Most of coordinates are rescaled incorrectly (to 0)

nikogamulin · May 25, 2019, 12:14pm

Hi all,

After going through tne lectures 8 and 9, I wanted to create a model for pupil detection. In order to do that, I have annotated approximately 200 images, written the functions to transform the annotation .json files that contain two points for every image and currently I am trying to figure out, why most of the y variables are not rescaled correctly.

Below is an example of (almost) correctly rescaled output variables (the images have been cropped before uploading them here):

Source:

Rescaled:

Model

The model and agumentations are defined as follows:

f_model = resnet34
sz=224
bs=8

augs = [RandomFlip(tfm_y=TfmType.COORD),
        RandomLighting(0.1,0.1, tfm_y=TfmType.COORD)]
tfms = tfms_from_model(f_model, sz, crop_type=CropType.NO, tfm_y=TfmType.COORD, aug_tfms=augs)

md = ImageClassifierData.from_csv(PATH, IMAGES, COORDS_CSV, tfms=tfms, continuous=True, bs=bs)

Variable checking

In order to check the dataset, I ran the following command:
x,y=next(iter(md.val_dl))

Upon checking the batch, I noticed that most of the outputs are zero:
y output:
tensor([[ 0., 0., 0., 0.],
[ 0., 0., 0., 0.],
[ 0., 0., 0., 0.],
[ 0., 0., 0., 0.],
[ 0., 0., 0., 0.],
[ 0., 0., 0., 0.],
[ 57., 69., 57., 146.],
[ 0., 0., 0., 0.]], device=‘cuda:0’)

I checked the image that has non-zero values (7th in the batch) and tried to figure out what might be the difference between this one that has correct output vaues and the rest.

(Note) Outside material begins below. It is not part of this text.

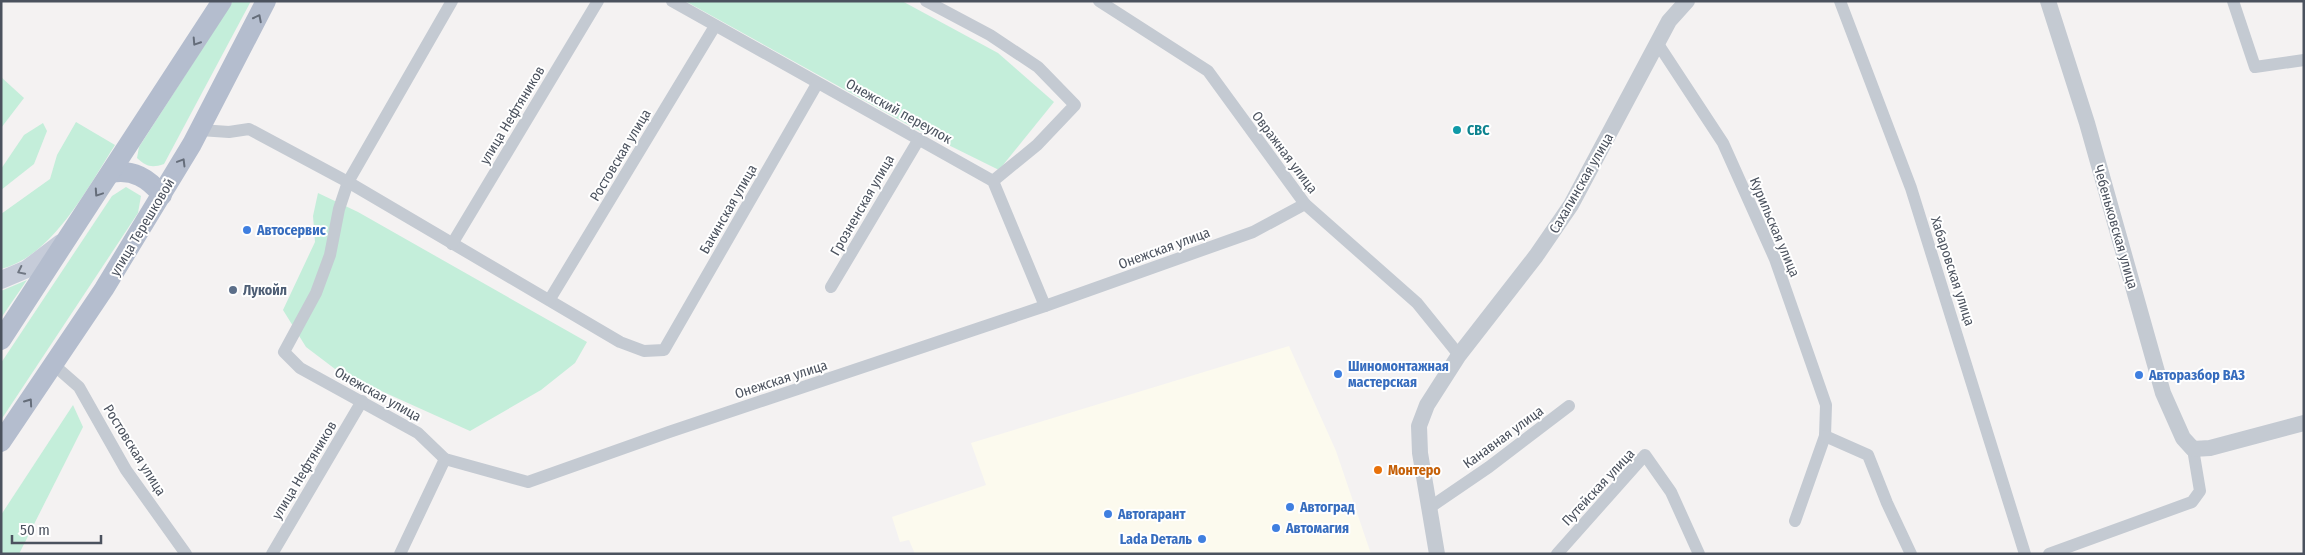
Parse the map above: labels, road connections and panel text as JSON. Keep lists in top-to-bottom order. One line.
{"streets":{"main road":["улица Терешковой"],"street":["Онежский переулок","улица Нефтяников","Овражная улица","Ростовская улица","Сахалинская улица","Грозненская улица","Бакинская улица","Курильская улица","Чебеньковская улица","Онежская улица","Хабаровская улица","Канавная улица","Путейская улица"]},"crossings":[["Онежский переулок","Ростовская улица"],["Онежский переулок","Грозненская улица"],["Онежский переулок","Бакинская улица"],["улица Нефтяников","Онежская улица"],["Овражная улица","Сахалинская улица"],["Овражная улица","Онежская улица"],["Ростовская улица","Бакинская улица"],["Ростовская улица","улица Терешковой"],["Сахалинская улица","Курильская улица"],["Сахалинская улица","Канавная улица"]],"places":["СВС","Автосервис","Лукойл","Шиномонтажная мастерская","Авторазбор ВАЗ","Монтеро","Автоград","Автогарант","Автомагия","Lada Dеталь"],"scale_bar":"50 m"}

So the source image has the following properties:
size (W x H) = 1086 x 919
annotated pupils (P1(y, x), P2(y, x)) = [(233, 333), (242, 712)]
the rescaled y values should (I guess) be calculated as follows:
pupil 1:
y = original_y/H224 = 233/919224 = 56.8 (correct)
x = original_x/W224 = 333/1086224 = 68.7 (correct)
pupil 2:
y = original_y/H224 = 242/919224 = 59 (don’t know why it is not the same as rescaled output (57))
x = original_x/W224 = 712/1086224 = 147 (not 146 as the output)

Considering these differences for 2nd output pair I am wondering if this calculation is correct or should be the source values reshaped in some different manner.

The first image from the batch, which has all zero output values has the following properties:
size (W x H) = 1339 x 1124
annotated pupils = [(251, 449), (247, 877)]
As the equations above don’t result zero I don’t know what is the main cause for wrong (unexpected) transformations.

As I have been struggling with this issue for days, I would really appreciate any help.

Best regards,

Niko

nikogamulin · May 25, 2019, 7:27pm

I analyzed the issue further and it looks like output point pair is expected to represent a valid bounding box (x2 > x1 and y2 > y1). I tried to convert the pupils into rectangle where left pupil and right pupil are located in upper or lower left and upper or lower right corner respectively.

Still, some values are transformed into zeros. For example:
247 449 251 877 -> 0, 0, 0, 0

Is there any lower limit for rectangle width and height?
Could anyone confirm that the outputs in case of using tfm_y=TfmType.COORD have to be rectangles?